__TO DO__. The response must consist of all the entries, duplicated without alteration.

Saved entries
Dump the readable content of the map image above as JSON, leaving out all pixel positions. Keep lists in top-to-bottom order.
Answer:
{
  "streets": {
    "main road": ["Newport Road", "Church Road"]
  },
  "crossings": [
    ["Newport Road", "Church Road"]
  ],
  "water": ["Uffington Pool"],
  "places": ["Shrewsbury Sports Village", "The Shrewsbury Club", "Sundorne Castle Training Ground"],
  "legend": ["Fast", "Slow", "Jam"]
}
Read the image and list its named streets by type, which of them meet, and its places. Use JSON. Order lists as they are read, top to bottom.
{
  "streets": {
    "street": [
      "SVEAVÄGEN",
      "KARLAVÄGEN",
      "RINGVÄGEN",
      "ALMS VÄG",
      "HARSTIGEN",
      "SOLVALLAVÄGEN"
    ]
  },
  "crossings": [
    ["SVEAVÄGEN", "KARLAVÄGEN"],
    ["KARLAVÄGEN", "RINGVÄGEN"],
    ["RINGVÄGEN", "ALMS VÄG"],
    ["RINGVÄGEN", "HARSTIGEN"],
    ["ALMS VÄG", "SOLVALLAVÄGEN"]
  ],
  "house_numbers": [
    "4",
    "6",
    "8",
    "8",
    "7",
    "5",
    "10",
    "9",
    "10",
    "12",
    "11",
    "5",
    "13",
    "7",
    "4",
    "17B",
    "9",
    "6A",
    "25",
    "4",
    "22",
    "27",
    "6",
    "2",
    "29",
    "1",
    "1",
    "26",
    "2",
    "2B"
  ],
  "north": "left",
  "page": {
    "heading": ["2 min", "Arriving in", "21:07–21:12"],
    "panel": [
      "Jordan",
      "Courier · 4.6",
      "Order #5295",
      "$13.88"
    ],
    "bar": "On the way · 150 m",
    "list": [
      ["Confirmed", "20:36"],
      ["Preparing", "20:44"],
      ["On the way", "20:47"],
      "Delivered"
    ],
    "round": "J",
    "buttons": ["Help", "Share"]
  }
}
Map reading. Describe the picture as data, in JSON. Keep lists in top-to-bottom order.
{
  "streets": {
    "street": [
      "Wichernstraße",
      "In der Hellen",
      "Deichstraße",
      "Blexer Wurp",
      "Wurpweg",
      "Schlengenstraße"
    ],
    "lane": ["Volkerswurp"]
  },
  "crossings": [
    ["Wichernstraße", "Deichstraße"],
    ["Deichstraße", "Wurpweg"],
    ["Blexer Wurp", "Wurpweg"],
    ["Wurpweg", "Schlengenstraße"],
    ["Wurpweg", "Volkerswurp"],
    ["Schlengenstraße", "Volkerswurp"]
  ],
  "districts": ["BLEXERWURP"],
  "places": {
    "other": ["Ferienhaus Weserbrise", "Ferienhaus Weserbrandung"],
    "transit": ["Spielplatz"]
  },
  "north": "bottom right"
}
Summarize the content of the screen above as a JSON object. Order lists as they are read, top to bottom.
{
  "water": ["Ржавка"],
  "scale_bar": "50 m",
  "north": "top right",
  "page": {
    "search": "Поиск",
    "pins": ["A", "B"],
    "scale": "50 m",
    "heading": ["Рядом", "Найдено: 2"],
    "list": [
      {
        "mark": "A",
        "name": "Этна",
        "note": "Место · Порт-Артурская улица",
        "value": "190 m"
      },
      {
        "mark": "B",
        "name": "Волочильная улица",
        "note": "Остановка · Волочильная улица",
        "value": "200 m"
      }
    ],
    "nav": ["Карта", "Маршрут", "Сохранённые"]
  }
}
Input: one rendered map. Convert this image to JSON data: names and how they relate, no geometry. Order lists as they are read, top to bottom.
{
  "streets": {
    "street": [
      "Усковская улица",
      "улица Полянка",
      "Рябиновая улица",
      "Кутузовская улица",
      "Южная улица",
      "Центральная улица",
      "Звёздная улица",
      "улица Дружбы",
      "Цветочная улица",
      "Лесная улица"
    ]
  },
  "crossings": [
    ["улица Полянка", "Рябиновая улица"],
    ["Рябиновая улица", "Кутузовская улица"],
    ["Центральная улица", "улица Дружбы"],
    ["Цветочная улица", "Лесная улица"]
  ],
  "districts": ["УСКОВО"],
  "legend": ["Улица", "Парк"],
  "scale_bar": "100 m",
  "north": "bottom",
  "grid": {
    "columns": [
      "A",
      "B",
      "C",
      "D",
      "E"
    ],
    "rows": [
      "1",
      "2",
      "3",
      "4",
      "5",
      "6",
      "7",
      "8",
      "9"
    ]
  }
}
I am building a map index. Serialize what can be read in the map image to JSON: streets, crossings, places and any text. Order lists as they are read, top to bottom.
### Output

__YOUR SOLUTION__.
Dump the readable content of the map image above as JSON, leaving out all pixel positions. Keep lists in top-to-bottom order.
Answer:
{
  "streets": {
    "main road": ["Newport Road", "Church Road"]
  },
  "crossings": [
    ["Newport Road", "Church Road"]
  ],
  "water": ["Uffington Pool"],
  "places": ["Shrewsbury Sports Village", "The Shrewsbury Club", "Sundorne Castle Training Ground"],
  "legend": ["Fast", "Slow", "Jam"]
}
Read the image and list its named streets by type, which of them meet, and its places. Use JSON. Order lists as they are read, top to bottom.
{
  "streets": {
    "street": [
      "SVEAVÄGEN",
      "KARLAVÄGEN",
      "RINGVÄGEN",
      "ALMS VÄG",
      "HARSTIGEN",
      "SOLVALLAVÄGEN"
    ]
  },
  "crossings": [
    ["SVEAVÄGEN", "KARLAVÄGEN"],
    ["KARLAVÄGEN", "RINGVÄGEN"],
    ["RINGVÄGEN", "ALMS VÄG"],
    ["RINGVÄGEN", "HARSTIGEN"],
    ["ALMS VÄG", "SOLVALLAVÄGEN"]
  ],
  "house_numbers": [
    "4",
    "6",
    "8",
    "8",
    "7",
    "5",
    "10",
    "9",
    "10",
    "12",
    "11",
    "5",
    "13",
    "7",
    "4",
    "17B",
    "9",
    "6A",
    "25",
    "4",
    "22",
    "27",
    "6",
    "2",
    "29",
    "1",
    "1",
    "26",
    "2",
    "2B"
  ],
  "north": "left",
  "page": {
    "heading": ["2 min", "Arriving in", "21:07–21:12"],
    "panel": [
      "Jordan",
      "Courier · 4.6",
      "Order #5295",
      "$13.88"
    ],
    "bar": "On the way · 150 m",
    "list": [
      ["Confirmed", "20:36"],
      ["Preparing", "20:44"],
      ["On the way", "20:47"],
      "Delivered"
    ],
    "round": "J",
    "buttons": ["Help", "Share"]
  }
}
Map reading. Describe the picture as data, in JSON. Keep lists in top-to-bottom order.
{
  "streets": {
    "street": [
      "Wichernstraße",
      "In der Hellen",
      "Deichstraße",
      "Blexer Wurp",
      "Wurpweg",
      "Schlengenstraße"
    ],
    "lane": ["Volkerswurp"]
  },
  "crossings": [
    ["Wichernstraße", "Deichstraße"],
    ["Deichstraße", "Wurpweg"],
    ["Blexer Wurp", "Wurpweg"],
    ["Wurpweg", "Schlengenstraße"],
    ["Wurpweg", "Volkerswurp"],
    ["Schlengenstraße", "Volkerswurp"]
  ],
  "districts": ["BLEXERWURP"],
  "places": {
    "other": ["Ferienhaus Weserbrise", "Ferienhaus Weserbrandung"],
    "transit": ["Spielplatz"]
  },
  "north": "bottom right"
}
Summarize the content of the screen above as a JSON object. Order lists as they are read, top to bottom.
{
  "water": ["Ржавка"],
  "scale_bar": "50 m",
  "north": "top right",
  "page": {
    "search": "Поиск",
    "pins": ["A", "B"],
    "scale": "50 m",
    "heading": ["Рядом", "Найдено: 2"],
    "list": [
      {
        "mark": "A",
        "name": "Этна",
        "note": "Место · Порт-Артурская улица",
        "value": "190 m"
      },
      {
        "mark": "B",
        "name": "Волочильная улица",
        "note": "Остановка · Волочильная улица",
        "value": "200 m"
      }
    ],
    "nav": ["Карта", "Маршрут", "Сохранённые"]
  }
}
Input: one rendered map. Convert this image to JSON data: names and how they relate, no geometry. Order lists as they are read, top to bottom.
{
  "streets": {
    "street": [
      "Усковская улица",
      "улица Полянка",
      "Рябиновая улица",
      "Кутузовская улица",
      "Южная улица",
      "Центральная улица",
      "Звёздная улица",
      "улица Дружбы",
      "Цветочная улица",
      "Лесная улица"
    ]
  },
  "crossings": [
    ["улица Полянка", "Рябиновая улица"],
    ["Рябиновая улица", "Кутузовская улица"],
    ["Центральная улица", "улица Дружбы"],
    ["Цветочная улица", "Лесная улица"]
  ],
  "districts": ["УСКОВО"],
  "legend": ["Улица", "Парк"],
  "scale_bar": "100 m",
  "north": "bottom",
  "grid": {
    "columns": [
      "A",
      "B",
      "C",
      "D",
      "E"
    ],
    "rows": [
      "1",
      "2",
      "3",
      "4",
      "5",
      "6",
      "7",
      "8",
      "9"
    ]
  }
}
I am building a map index. Serialize what can be read in the map image to JSON: streets, crossings, places and any text. Order lists as they are read, top to bottom.
### Output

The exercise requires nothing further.